* [What the exercise asks]
Reproduce only this part of the listing: the line with "[1142,813,1151,691,1161,658]", plus every line after it through the last.

* [The input]
········
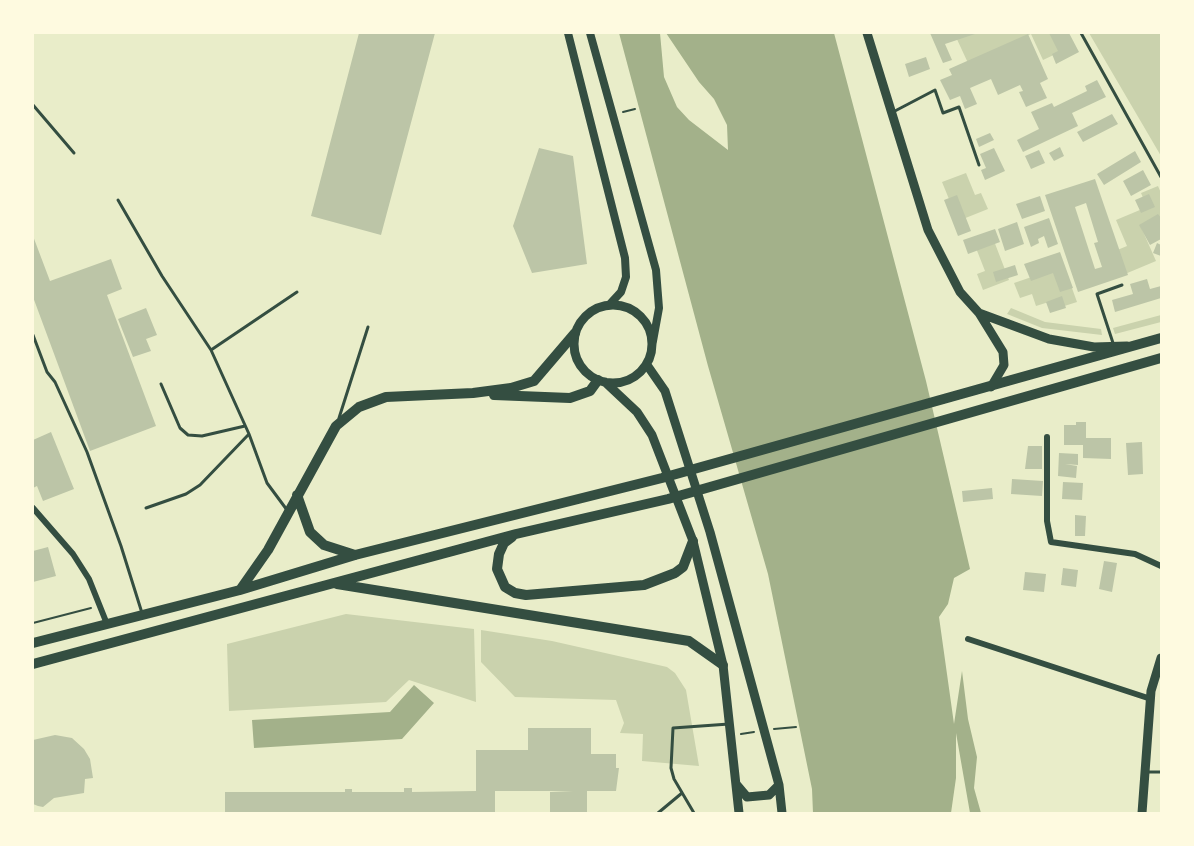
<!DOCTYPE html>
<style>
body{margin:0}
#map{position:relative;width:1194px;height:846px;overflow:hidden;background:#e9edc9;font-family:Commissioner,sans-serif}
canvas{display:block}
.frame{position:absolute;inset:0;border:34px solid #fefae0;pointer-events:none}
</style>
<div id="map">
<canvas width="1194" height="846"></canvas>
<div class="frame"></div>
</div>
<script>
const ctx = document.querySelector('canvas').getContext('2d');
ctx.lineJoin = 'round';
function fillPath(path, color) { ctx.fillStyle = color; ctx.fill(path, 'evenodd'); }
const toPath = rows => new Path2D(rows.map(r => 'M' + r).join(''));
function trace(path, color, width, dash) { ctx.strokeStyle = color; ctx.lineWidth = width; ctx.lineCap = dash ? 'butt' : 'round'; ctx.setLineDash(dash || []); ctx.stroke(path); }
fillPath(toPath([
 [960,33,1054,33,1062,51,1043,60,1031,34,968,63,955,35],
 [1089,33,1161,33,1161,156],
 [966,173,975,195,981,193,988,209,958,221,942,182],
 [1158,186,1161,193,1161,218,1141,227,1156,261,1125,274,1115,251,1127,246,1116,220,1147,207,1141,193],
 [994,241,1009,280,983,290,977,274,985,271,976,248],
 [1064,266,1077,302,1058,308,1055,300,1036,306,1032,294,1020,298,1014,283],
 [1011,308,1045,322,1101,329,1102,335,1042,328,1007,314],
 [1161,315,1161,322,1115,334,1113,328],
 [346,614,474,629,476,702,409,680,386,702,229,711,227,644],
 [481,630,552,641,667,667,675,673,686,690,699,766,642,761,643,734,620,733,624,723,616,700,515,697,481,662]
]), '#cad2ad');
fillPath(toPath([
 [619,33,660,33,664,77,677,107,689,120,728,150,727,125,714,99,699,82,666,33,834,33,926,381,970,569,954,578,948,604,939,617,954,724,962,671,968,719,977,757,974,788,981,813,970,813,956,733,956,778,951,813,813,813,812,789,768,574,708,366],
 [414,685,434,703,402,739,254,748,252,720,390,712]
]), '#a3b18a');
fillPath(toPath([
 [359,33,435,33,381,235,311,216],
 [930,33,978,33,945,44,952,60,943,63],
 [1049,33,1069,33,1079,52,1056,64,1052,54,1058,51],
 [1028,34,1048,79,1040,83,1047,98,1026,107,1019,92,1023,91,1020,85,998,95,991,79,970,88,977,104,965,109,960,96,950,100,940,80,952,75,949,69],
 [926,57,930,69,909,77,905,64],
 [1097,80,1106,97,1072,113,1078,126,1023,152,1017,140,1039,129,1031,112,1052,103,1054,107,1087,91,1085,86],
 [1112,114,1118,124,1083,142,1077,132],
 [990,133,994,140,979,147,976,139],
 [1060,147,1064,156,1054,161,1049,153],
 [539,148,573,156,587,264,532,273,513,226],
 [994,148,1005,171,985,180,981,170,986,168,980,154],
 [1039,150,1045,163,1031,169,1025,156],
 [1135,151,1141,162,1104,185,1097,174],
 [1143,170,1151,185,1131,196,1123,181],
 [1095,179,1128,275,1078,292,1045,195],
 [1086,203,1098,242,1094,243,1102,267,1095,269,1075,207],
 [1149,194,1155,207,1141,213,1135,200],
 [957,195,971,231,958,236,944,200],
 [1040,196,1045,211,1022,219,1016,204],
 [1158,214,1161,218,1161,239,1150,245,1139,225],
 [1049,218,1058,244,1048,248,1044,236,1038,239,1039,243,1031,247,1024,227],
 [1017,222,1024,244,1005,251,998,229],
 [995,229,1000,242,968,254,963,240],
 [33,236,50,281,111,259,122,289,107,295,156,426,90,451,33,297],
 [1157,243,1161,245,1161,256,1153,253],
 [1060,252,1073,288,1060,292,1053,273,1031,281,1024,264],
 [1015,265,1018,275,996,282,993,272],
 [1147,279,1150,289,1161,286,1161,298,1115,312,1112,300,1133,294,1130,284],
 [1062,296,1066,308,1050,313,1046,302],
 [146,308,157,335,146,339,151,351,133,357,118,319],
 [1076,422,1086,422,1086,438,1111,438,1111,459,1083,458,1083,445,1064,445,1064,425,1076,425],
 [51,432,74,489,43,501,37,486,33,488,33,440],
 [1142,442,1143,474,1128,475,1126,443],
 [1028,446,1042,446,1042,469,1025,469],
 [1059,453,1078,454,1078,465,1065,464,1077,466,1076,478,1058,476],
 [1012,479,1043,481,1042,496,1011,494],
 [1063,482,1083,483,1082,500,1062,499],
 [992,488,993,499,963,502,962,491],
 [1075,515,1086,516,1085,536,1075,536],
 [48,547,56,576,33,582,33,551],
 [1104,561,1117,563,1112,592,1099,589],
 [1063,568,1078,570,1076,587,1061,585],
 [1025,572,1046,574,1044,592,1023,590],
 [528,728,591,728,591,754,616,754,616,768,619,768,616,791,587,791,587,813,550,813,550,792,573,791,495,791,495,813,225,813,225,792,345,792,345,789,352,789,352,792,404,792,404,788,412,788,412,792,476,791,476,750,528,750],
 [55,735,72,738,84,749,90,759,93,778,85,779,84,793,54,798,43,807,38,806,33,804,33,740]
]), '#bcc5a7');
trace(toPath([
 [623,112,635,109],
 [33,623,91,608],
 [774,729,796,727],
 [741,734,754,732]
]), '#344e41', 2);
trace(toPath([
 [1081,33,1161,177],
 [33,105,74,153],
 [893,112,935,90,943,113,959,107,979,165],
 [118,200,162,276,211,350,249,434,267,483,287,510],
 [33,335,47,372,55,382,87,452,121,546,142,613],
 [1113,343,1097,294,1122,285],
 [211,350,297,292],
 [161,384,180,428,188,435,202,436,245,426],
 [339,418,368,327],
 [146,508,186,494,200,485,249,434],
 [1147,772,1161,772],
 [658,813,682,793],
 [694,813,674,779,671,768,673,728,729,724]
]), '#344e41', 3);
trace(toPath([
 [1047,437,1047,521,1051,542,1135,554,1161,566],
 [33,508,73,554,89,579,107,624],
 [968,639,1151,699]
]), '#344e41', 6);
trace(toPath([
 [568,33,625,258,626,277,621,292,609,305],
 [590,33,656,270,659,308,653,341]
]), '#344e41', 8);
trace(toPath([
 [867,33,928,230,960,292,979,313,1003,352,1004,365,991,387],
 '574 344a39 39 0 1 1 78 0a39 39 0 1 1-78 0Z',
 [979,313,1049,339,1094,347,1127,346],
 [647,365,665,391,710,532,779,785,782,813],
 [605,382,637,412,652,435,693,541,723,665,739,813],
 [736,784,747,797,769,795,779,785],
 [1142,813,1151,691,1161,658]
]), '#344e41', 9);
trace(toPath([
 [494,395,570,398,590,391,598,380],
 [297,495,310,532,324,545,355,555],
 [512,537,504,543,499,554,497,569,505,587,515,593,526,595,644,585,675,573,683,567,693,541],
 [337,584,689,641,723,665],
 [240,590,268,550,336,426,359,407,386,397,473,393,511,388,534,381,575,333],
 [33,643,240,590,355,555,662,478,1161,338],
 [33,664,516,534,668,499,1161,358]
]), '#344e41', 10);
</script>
········
* [Reply]
 [1142,813,1151,691,1161,658]
]), '#344e41', 9);
trace(toPath([
 [494,395,570,398,590,391,598,380],
 [297,495,310,532,324,545,355,555],
 [512,537,504,543,499,554,497,569,505,587,515,593,526,595,644,585,675,573,683,567,693,541],
 [337,584,689,641,723,665],
 [240,590,268,550,336,426,359,407,386,397,473,393,511,388,534,381,575,333],
 [33,643,240,590,355,555,662,478,1161,338],
 [33,664,516,534,668,499,1161,358]
]), '#344e41', 10);
</script>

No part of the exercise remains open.